Il le doit également à deux hommes : Paul Dupuy, le secrétaire général de l’Ecole, avec qui il entretiendra, trente ans durant, une correspondance presque quotidienne, et Lucien Herr, le Bibliothécaire, « qui savait tout et surtout donnait à chacun la clé dont il avait besoin ».

« Dupuy et Herr (…) demeurent à mes yeux les détenteurs et les exemples d’un humanisme trop oublié, ou méconnu, dont le déclin ou l’abandon n’honorent pas le temps où nous sommes ».

Il présente en 1913, pour son diplôme d’études supérieures, un mémoire remarqué sur le « Réalisme des romans de Maupassant », qui semble lui promettre une brillante carrière universitaire.

«Cacique» de promotion, je voyais s’ouvrir devant moi les avenues d’une carrière universitaire facile. Entre elles, au moins virtuellement, j’avais déjà orienté mon choix. Je ne me sentais pas fait pour le professorat des lycées. Si je me voyais des élèves, ils étaient proches de moi par l’âge. Si je me sentais le goût d’éveiller des curiosités, je voulais que ce fût hors de contrainte, sans souci de programmes imposés qu’il fallût « boucler » dans l’année. C’est pourquoi j’envisageais de me faire déléguer, dès la fin de mes années d’Ecole, auprès des universités étrangères ».

La guerre qui éclate ne lui laisse pas le temps de passer son agrégation. Mobilisé le 2 août 1914, il rejoint le 106ème Régiment d’infanterie, comme sous-lieutenant, à Châlons-sur-Marne. Il part, sans fleur au fusil, triste jusqu’au fond de l’âme, mais en même temps « curieux ; intensément, de toutes parts ouvert et réceptif, intéressé au point d’en oublier mon appréhension ou ma peur ».

Mais, en quelques semaines, « cette énorme mêlée qui restait monstrueusement à mesure d’homme » le jette dans un univers de sang, de douleur et d’horreur.

« Toujours tout : la pluie sur le dos blême d’un mort, les obus qui enterrent et déterrent, et qui tonnent, et glapissent avec ces étranges stridences, ignoblement ricanantes et gaies.

De plus en plus souvent, à mesure que croît notre fatigue, des images fiévreuses jaillissent avec les éclatements : sauter, tout le corps en lambeaux ; retomber sur le parapet, le dos crevé, comme Legallais ; n’avoir plus de tête, la tête arrachée d’un seul coup, comme celle de Grandin, comme celle de Ménasse, comme celle de Libron qui à roulé chez nous, lancée chez nous par l’entonnoir voisin dans son passe-montagne de laine brune ; éparpiller de motte en motte ces petites choses poisseuses qu’on pourrait ramasser en étendant la main et qui viennent d’où, et s’appelaient de quel nom ?Desoigne ? Duféal ? Ou Moline ?

Cela ne nous quitte plus guère ; on se sent le diaphragme serré, comme par une main presque immobile.

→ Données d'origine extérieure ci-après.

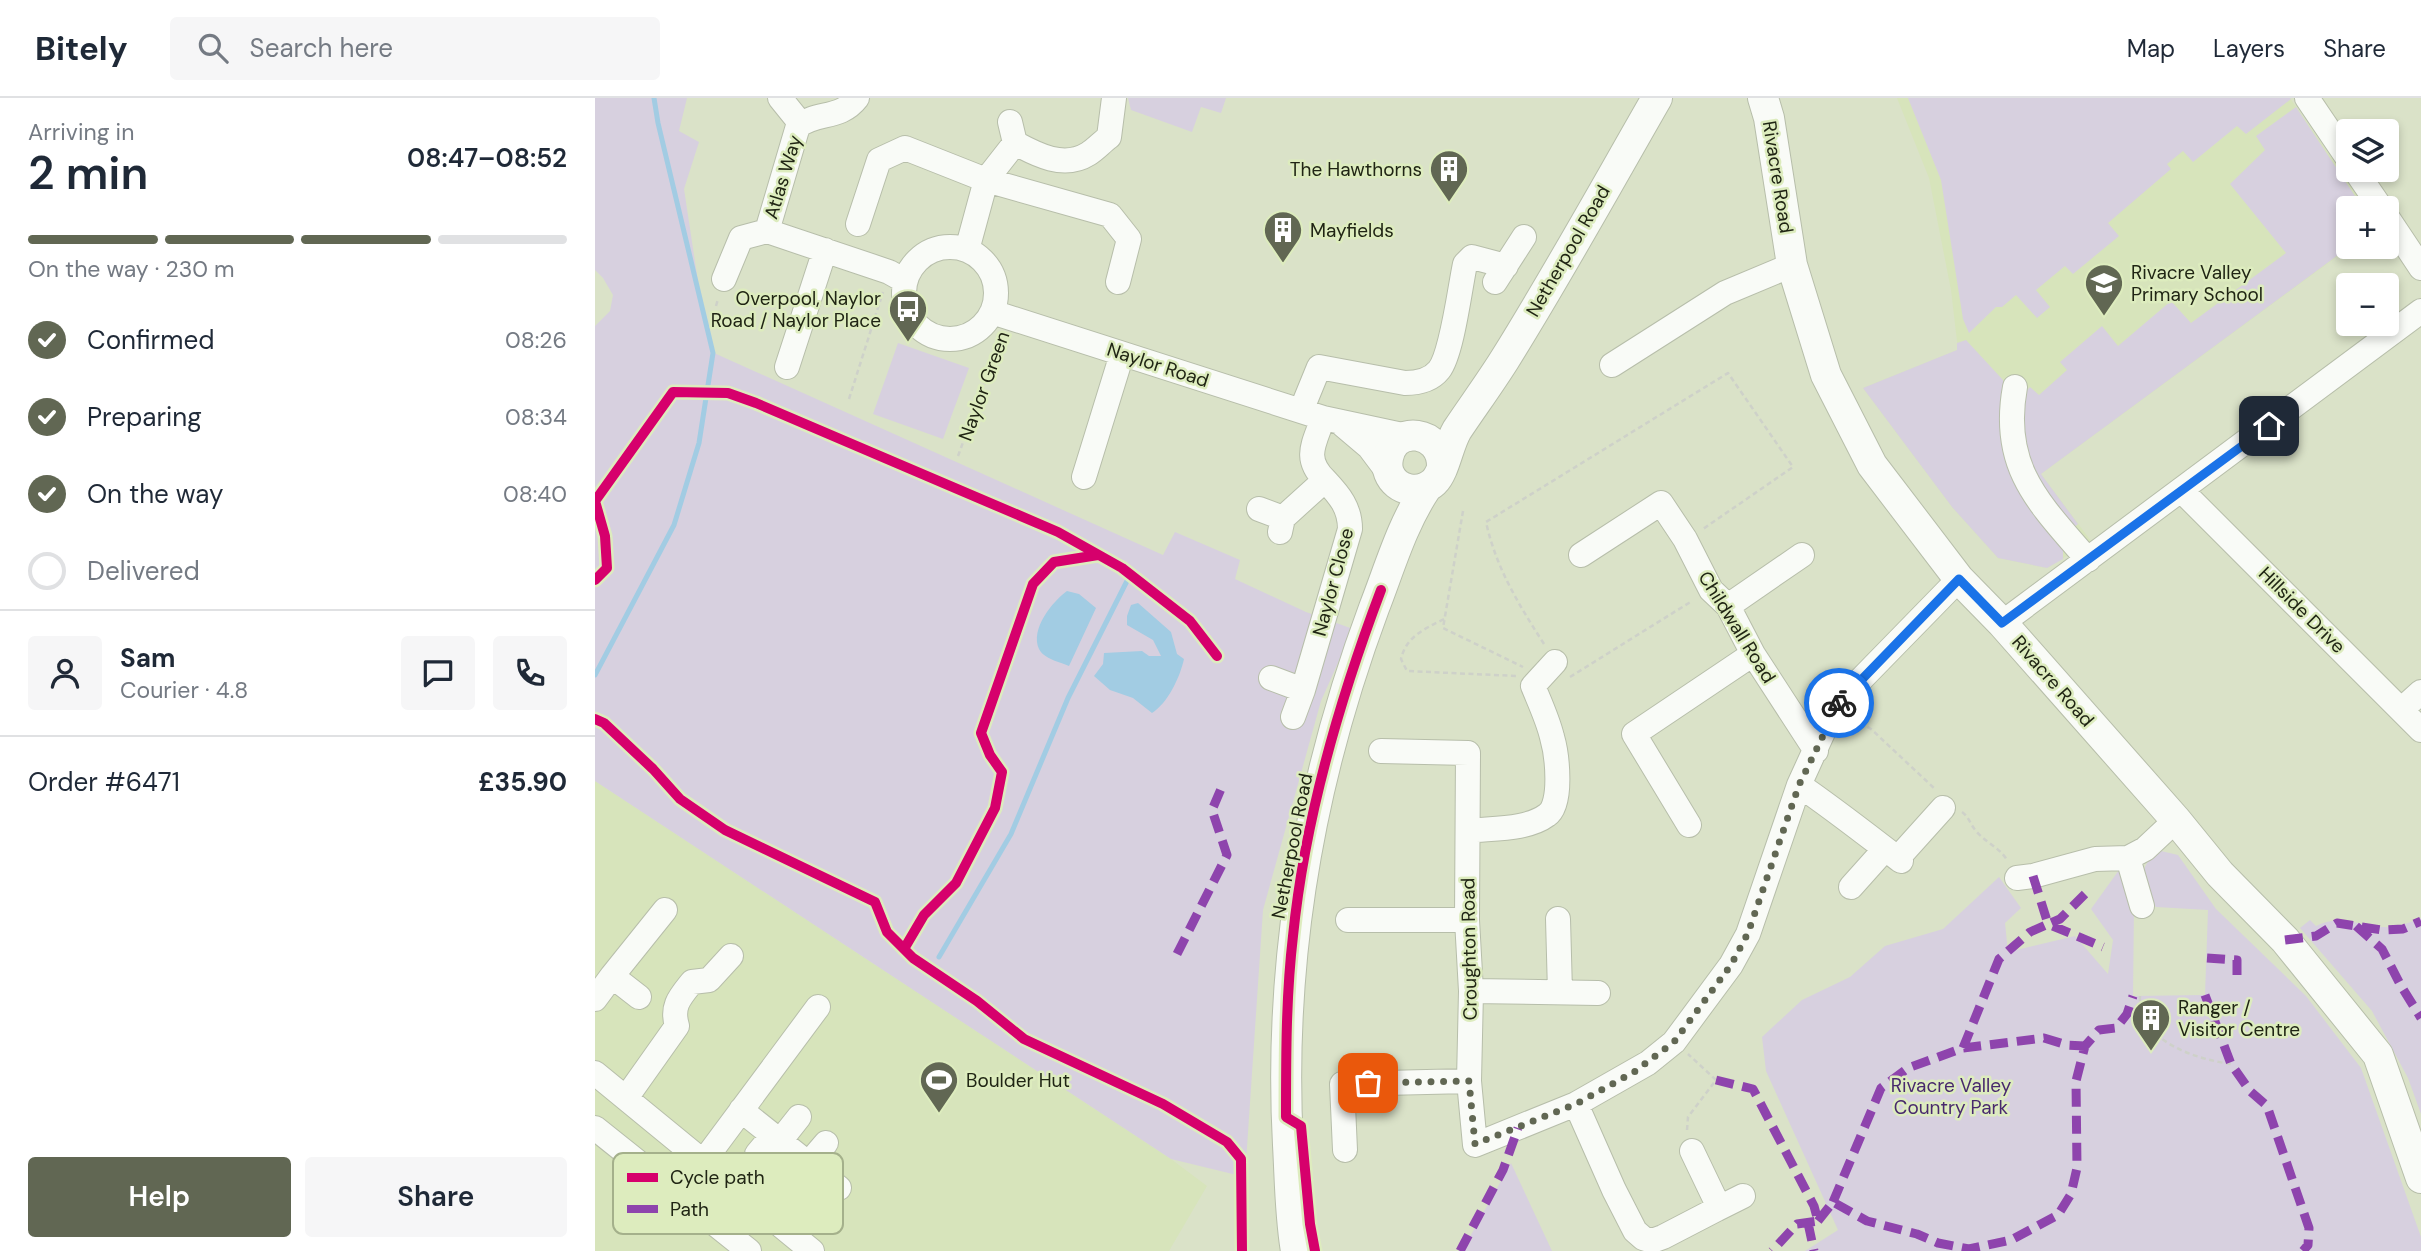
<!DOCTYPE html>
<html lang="en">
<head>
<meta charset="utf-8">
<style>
	body { margin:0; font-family:"DM Sans",sans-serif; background:#f6f6f7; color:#1f2937; height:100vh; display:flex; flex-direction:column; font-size:26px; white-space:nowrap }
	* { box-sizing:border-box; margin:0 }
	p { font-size:23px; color:#747a83 }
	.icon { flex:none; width:38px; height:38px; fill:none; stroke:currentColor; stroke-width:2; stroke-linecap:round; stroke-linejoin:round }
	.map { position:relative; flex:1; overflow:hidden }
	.details { display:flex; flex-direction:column; background:#fff; width:595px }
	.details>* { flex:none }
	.tools { position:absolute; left:1741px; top:21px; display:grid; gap:14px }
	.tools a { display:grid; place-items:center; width:63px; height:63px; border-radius:7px; background:#fff; box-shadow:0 4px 10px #0003; font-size:35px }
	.pin { position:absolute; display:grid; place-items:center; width:60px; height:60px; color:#fff; margin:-30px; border-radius:14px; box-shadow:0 4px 10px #0006 }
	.courier { position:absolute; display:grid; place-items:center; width:70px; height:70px; margin:-35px; border:5px solid #1a73e8; border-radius:50%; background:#fff; color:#222; box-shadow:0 2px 9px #0007 }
	.headline em { font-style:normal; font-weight:600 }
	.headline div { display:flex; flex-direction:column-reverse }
	.headline { display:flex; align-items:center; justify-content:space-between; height:119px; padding:0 28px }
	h1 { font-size:46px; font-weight:600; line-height:52px }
	.bar { display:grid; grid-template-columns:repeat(4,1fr); gap:10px 7px; align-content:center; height:84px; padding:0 28px }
	.bar i { height:9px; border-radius:5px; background:#e0e1e3 }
	.bar .selected { background:#616753 }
	.bar p { grid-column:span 4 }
	.line { display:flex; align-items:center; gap:18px; padding:0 28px; border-top:2px solid #e0e1e3 }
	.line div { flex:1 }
	.round { display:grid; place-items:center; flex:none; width:74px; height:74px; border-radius:7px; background:#f6f6f7 }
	ol { padding:0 28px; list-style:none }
	li { display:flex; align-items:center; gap:21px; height:77px }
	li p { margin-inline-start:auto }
	li .icon { padding:7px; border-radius:50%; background:#616753; color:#fff; stroke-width:4 }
	li:last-child { color:#747a83 }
	li i { width:38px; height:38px; border:4px solid #e0e1e3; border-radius:50% }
	.action { display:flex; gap:14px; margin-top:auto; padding:14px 28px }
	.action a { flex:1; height:80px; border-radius:7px; background:#616753; color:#fff; font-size:28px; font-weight:600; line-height:80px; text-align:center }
	.action a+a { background:#f6f6f7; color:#1f2937 }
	header { display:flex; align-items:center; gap:42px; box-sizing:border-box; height:98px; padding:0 35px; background:#fff; border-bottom:2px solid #e0e1e3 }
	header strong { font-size:33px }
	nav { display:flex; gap:38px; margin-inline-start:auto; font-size:24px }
	.search { width:490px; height:63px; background:#f6f6f7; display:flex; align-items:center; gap:18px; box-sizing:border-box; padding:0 24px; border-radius:7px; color:#747a83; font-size:26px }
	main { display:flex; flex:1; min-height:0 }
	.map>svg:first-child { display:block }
	.built { fill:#d7e4bb }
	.green { fill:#d7d0df }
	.water { fill:#a2cce3 }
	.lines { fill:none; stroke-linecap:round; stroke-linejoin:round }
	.stream { stroke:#a2cce3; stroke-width:5 }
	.minor-casing { stroke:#b7beaa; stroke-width:26 }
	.major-casing { stroke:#b7beaa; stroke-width:32 }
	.path { stroke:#ced1c9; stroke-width:2.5; stroke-dasharray:5 3.5; stroke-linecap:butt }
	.minor { stroke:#f9fbf7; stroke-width:24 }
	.major { stroke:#f9fbf7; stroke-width:30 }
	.quiet { stroke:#8e44ad; stroke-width:9; stroke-dasharray:18 9; stroke-linecap:butt }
	.cycleway-casing { stroke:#ddecbe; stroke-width:15 }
	.cycleway { stroke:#d6006c; stroke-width:10 }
	.done { stroke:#616753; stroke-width:7; stroke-dasharray:0 12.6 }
	.route { stroke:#1a73e8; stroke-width:9 }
	.labels { text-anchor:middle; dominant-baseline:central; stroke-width:5; stroke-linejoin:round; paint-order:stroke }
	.poi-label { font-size:19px; fill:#202514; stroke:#ddecbe; text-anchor:start }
	.street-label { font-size:19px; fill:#202514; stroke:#ddecbe }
	.park-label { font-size:19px; fill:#48296d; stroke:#ddecbe }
	.key { fill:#ddecbe; stroke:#a4b08b; stroke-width:2 }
	.key-label { font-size:19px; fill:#202514 }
</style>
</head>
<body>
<header>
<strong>Bitely</strong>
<div class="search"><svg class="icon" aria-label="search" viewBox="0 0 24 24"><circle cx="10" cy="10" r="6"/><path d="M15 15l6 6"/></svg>Search here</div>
<nav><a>Map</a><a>Layers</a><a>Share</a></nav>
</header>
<main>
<section class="details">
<div class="headline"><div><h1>2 min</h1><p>Arriving in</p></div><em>08:47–08:52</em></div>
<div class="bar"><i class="selected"></i><i class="selected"></i><i class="selected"></i><i></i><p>On the way · 230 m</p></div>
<ol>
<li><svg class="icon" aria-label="check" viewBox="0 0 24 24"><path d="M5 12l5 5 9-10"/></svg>Confirmed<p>08:26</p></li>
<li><svg class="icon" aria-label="check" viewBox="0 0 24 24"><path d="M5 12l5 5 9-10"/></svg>Preparing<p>08:34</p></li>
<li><svg class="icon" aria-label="check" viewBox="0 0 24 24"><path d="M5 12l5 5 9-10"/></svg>On the way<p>08:40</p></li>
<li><i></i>Delivered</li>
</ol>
<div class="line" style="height:126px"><a class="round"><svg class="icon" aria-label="person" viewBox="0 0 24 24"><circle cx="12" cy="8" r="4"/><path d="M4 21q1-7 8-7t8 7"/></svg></a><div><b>Sam</b><p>Courier · 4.8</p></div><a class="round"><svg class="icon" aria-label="chat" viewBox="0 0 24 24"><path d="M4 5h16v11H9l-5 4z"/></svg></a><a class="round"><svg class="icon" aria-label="phone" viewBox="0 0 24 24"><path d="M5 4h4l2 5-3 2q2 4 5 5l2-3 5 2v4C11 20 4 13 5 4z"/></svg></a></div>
<div class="line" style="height:91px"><div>Order #6471</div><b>£35.90</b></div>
<div class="action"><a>Help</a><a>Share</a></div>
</section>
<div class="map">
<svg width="1826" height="1153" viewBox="0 0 1826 1153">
	<rect width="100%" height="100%" fill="#dae2c8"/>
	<path class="built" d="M1302,0h393l76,110h-17l1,39 -309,227 50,67 -44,27 -49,-10 -46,-51 -89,-119 95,-38 -7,-60 -22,-112z
		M0,683l576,378 36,27 -38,65h-574z"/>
	<path class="green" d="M0,0h92l-8,33 20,11 -15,47 17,112 13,52 449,202 12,-23 65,28 -5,19 71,33 47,17 -32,72 -58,209 -18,267 -74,-18 -576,-378v-455l15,-15 3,-16 -10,-17 -8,-8z
		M533,0h98l-5,15 -20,-6 -9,25 -61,-22z
		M1313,0h382l1,1 -45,35 -9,-8 -44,36 -10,-11 -16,13 4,5 -63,54 11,13 -46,38 -8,-8 -29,24 14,17 -13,11 -21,-23 -14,12h-6l-27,26 -6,-14 -22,-139z
		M1701,9l67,101h-14v39l-308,227 37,50 -7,6 -34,-40 -22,-87 15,-16 9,8 28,-25 -7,-8 42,-36 16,20 53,-45 20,22 95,-70 -56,-69 35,-34 -9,-14z
		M1371,242l37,40 1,35 59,129v15l-16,9 -49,-10 -46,-51 -89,-119 94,-38v-7z
		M303,245l71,25 -26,71 -70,-25z
		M1566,753l17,4 38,54 90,87 55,72 60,169v14h-616l33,-21 -72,-159 -4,-34 40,-37 48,-23 35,-31 58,-17 56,-52 22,31 -16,15 3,29 67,-16 33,38 5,-34 -22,-31 28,-39 8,7 7,29 -1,90 72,-1 3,-85 -52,-3c-18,-17 -19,-44 5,-56z
		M1826,820v196l-13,-36 -36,-67 -72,-83 10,-8 6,6c23,-12 42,-1 66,1 15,1 26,-4 39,-9z
		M916,1065l41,88h-90z"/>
	<path class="water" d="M472,493l12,3 17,14 -27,58c-9,-4 -25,-7 -30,-17 -9,-20 13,-47 28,-58z
		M543,505l33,29 6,22 7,5c-4,18 -16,44 -32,54l-19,-15 -23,-8 -16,-14 9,-12 1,-11 38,-2 7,5h12l-8,-16 -26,-15v-9l4,-11z"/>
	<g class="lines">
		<path class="stream" d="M0,577l79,-150 25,-82 14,-90 -55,-230 -4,-25
			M344,859l72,-123 57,-136 63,-125"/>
		<g class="minor-casing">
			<path id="minor" d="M185,0l21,26
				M1712,0l42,62
				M415,24l5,21
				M1760,72l26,38
				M1792,119l34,51
				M263,126l21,-64 26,-12 81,32 124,35 19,24 -11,43
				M172,133l31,-105c20,-15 42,-6 59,-28
				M172,133l122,41 16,9
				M309 195a46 46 0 1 1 92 0a46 46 0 1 1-92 0Z
				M372,152l19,-70 29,-37c22,12 49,26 73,11 7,-4 14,-12 21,-17l5,-39
				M129,181l17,-41 26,-7
				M900,184l29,-45
				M397,214l331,106 84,18
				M1017,267l113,-72 67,-28
				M192,269l38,-117
				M1420,289c-15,81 25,117 73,173
				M706,313l18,-44 86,16c13,0 26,-3 34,-13 13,-16 21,-83 26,-106l7,-7 34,9
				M748,327l26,22 21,28
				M489,379l38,-123
				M1587,393l239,239
				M664,411l24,9 -3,14
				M688,420l42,-38c-22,-22 -11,-36 -2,-62
				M986,457l80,-52 24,36 26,51 17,16 25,48 63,97
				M1133,508l74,-51
				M1407,525l419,-312
				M676,580l32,12
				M1806,612l20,-18
				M698,619l10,-27 47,-161c0,-21 -10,-33 -25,-49
				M786,653l87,2 -1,167 4,71 -2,90 6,64 101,-41 72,-41 26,-21 57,-77 17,-31 51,-149 36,-79 124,-127
				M1204,687c35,24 68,50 102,76
				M1094,727l-55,-91 119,-80
				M873,733c24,-3 59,-1 79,-16 16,-11 10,-61 5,-78 -4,-17 -12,-34 -19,-51l22,-24
				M1303,760l45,-50
				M1533,760l14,48
				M1422,780l16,-2 62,-17 33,-1 17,-9 31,-29
				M1256,789l34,-38
				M963,821l2,73
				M753,822h119
				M17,878l53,-66
				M876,893l127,2
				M0,901l17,-23 27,21
				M0,975l217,178
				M31,1000l51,-72c-6,-20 3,-29 15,-44l17,-2 22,-24
				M981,1006l38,86 21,41 8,7 9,3 11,-4 54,-28 -2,-10 -23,-48
				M146,1012l98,78
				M0,1030l154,123
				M185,1043l19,-24
				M750,1052l-3,-66 127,-3
				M162,1056l16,-19
				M108,1064l115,-155
				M213,1066l18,-21
				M194,1082l16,-19
				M1122,1111l26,-13"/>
		</g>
		<g class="major-casing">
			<path id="major" d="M1168,0l6,20 23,147 34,110 46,90 87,114 43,44 174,197 44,54 65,66 93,115 43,123
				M847,368c0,-36 -48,-42 -54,-8 -1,5 -1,10 1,15 7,18 31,22 45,9 11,-11 14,-37 23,-52 16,-24 33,-47 48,-71 53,-85 102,-174 152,-261
				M701,1153c-6,-35 -6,-71 -8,-106 -10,-184 22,-365 86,-537 16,-41 28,-84 53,-121"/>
		</g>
		<path class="path" d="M121,208l2,-7
			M254,301l34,-107
			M363,358l44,-120
			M868,413l-20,117 80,39
			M849,521c-20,10 -38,18 -43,40l6,12 110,5
			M949,546c-25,-39 -48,-76 -58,-122l242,-149 65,94 -90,62
			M975,579l122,-76
			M1258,620l18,11 64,60
			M1367,714c7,5 8,12 14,19 9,11 23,16 31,29
			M1545,898c-2,45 55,63 91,68
			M1092,1032l1,-13 28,-37 -28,-26"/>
		<use href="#minor" class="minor"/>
		<use href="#major" class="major"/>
		<path class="quiet" d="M1438,778l15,48 12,-5 25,-25
			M1761,828l26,23 19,37 20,32
			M1690,842l31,-4 21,-13 45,7 21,-1 18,-8
			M582,856l50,-99 -15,-45 9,-21
			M1612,860l30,2v15
			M1610,897l26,69 19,27 17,15 42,122 -1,17 -5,6
			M1368,950l36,-89 31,-27 18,-8 55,23
			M1121,982l37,9 61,117 4,15 -21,3 -25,27
			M1238,1104l48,-114 27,-20 55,-20 81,-10 23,7 18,1
			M1223,1123l15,-19 34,19 50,13 21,9 31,6 42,-9 47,-25 13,-21 6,-26 -1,-87 9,-35 14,-16 17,-2 11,-14 6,-18
			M1213,1125l6,28
			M865,1153l43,-81 15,-42"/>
		<g class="cycleway-casing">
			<path id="cycleway" d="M0,482l12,-12 -2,-32 -10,-35 78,-109 55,1 28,10 302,129 64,36 68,53 27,35
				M0,621l9,4 49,46 27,30 45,31 150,72 12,30 26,26 64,43 47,38 139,65 64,38 14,17 1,92
				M309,851l20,-34 32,-32 39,-75 7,-36 -12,-17 -9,-22 52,-149 21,-22 44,-7
				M720,1153l-5,-27 -9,-98 -15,-9c0,-61 0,-121 7,-181 12,-119 46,-235 88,-346"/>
		</g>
		<use href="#cycleway" class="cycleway"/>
	</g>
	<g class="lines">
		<path class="done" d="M773,985l101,-2 6,63 101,-40 58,-32 40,-30 57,-77 17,-32 51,-148 40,-82"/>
		<path class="route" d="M1244,605l120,-124 43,44 267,-197"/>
	</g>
	<defs>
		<g id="building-pin" transform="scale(2.0125)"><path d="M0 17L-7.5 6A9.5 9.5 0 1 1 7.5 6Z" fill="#616753" stroke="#ddecbe"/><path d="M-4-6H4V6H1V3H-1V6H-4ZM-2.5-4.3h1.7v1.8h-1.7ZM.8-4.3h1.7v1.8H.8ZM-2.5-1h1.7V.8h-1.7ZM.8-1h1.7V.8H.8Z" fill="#fff"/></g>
		<g id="school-pin" transform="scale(2.0125)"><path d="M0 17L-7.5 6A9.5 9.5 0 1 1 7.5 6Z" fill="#616753" stroke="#ddecbe"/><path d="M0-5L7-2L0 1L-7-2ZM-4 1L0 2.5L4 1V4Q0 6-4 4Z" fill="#fff"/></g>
		<g id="bus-pin" transform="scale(2.0125)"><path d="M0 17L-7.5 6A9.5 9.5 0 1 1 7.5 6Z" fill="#616753" stroke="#ddecbe"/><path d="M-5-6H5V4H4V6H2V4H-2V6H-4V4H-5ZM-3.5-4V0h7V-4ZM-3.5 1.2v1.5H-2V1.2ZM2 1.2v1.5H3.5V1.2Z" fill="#fff"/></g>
		<g id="stadium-pin" transform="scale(2.0125)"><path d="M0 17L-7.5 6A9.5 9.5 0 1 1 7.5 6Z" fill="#616753" stroke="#ddecbe"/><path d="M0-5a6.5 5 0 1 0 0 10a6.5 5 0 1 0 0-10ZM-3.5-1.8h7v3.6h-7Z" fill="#fff"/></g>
	</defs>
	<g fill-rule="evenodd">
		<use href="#building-pin" x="854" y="71"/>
		<use href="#building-pin" x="688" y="132"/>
		<use href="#school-pin" x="1509" y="185"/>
		<use href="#bus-pin" x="313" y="211"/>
		<use href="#building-pin" x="1556" y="920"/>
		<use href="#stadium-pin" x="344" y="982"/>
	</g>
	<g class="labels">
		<g class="poi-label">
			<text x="827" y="71" text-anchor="end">The Hawthorns</text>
			<text x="715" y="132">Mayfields</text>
			<text x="1536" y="174">Rivacre Valley<tspan x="1536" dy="22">Primary School</tspan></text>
			<text x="286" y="200" text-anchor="end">Overpool, Naylor<tspan x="286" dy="22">Road / Naylor Place</tspan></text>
			<text x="1583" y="909">Ranger /<tspan x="1583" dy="22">Visitor Centre</tspan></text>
			<text x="371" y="982">Boulder Hut</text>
		</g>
		<g class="street-label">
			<text transform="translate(188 79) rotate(-73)">Atlas Way</text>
			<text transform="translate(1183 79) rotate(81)">Rivacre Road</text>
			<text transform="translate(973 153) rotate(-60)">Netherpool Road</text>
			<text transform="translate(563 267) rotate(18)">Naylor Road</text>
			<text transform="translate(389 288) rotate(-70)">Naylor Green</text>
			<text transform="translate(738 484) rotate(-75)">Naylor Close</text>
			<text transform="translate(1707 512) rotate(45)">Hillside Drive</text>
			<text transform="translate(1142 529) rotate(58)">Childwall Road</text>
			<text transform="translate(1458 583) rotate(49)">Rivacre Road</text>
			<text transform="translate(697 748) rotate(-79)">Netherpool Road</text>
			<text transform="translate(874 851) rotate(-91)">Croughton Road</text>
		</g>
		<g class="park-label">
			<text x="1356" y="987">Rivacre Valley<tspan x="1356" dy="22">Country Park</tspan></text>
		</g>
	</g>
	<rect x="18" y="1055" width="230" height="81" rx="10" class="key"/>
	<rect x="32" y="1075" width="31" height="9" fill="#d6006c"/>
	<rect x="32" y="1107" width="31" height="8" fill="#8e44ad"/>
	<g class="key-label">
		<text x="75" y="1086">Cycle path</text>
		<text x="75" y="1118">Path</text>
	</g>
</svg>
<div class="tools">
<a><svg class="icon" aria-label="layers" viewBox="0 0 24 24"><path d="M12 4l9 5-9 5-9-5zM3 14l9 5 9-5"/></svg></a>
<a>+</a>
<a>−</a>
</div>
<div class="pin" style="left:773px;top:985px;background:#ea580c"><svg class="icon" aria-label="bag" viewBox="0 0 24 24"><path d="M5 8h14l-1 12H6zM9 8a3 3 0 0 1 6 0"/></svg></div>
<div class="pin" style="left:1674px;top:328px;background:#1f2937"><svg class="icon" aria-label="home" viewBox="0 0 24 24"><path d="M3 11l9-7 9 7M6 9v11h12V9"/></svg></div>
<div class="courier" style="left:1244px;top:605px"><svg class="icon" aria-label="bike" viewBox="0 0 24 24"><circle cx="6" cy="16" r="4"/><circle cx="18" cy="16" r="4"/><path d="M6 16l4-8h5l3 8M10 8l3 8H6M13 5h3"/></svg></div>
</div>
</main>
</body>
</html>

Contre mon épaule, l’épaule de Bouaré se met à trembler, doucement, interminablement , et quelque part une plainte monte des entrailles de la terre, un gémissement régulier, une sorte de chantonnement très lent. Où est-ce ? Sui est-ce ? Il y a des ensevelis par là. On cherche ; cela distrait. »

Il participe à la bataille de la Marne et à la marche sur Verdun. Après quatre mois passés aux Eparges, son bataillon est envoyé à la «tranchée de Calonne », route forestière stratégique qui longe les Hauts de Meuse.C’est là que, le 25 avril 1915, il est touché par trois balles au bras et à la poitrine, qui lui sectionnent l’artère humérale. Il est évacué à l’hôpital de Verdun, puis à Vittel, Dijon et Bourges. Pour lui, la guerre est terminée. Après sept mois de soins, il est réformé à 70% d’invalidité.

Au mois d’août 1916, il retourne à Paris, pour assurer un service bénévole à la Fraternité franco-américaine ( Fatherless Children Association ) et, à l’invitation de Paul Dupuy, loge à l’Ecole Normale. Mais accueille avec révolte la proposition que lui fait le nouveau directeur de l’Ecole, Gustave Lanson, de reprendre ses études en vue de l’agrégation.

« Monsieur, nous avons beaucoup changé. Du tout au tout, en vérité. Morale, culture, justice, rien de ce qu’évoquait pour nous le mot de civilisation que nous n’ayons dû remettre en cause. »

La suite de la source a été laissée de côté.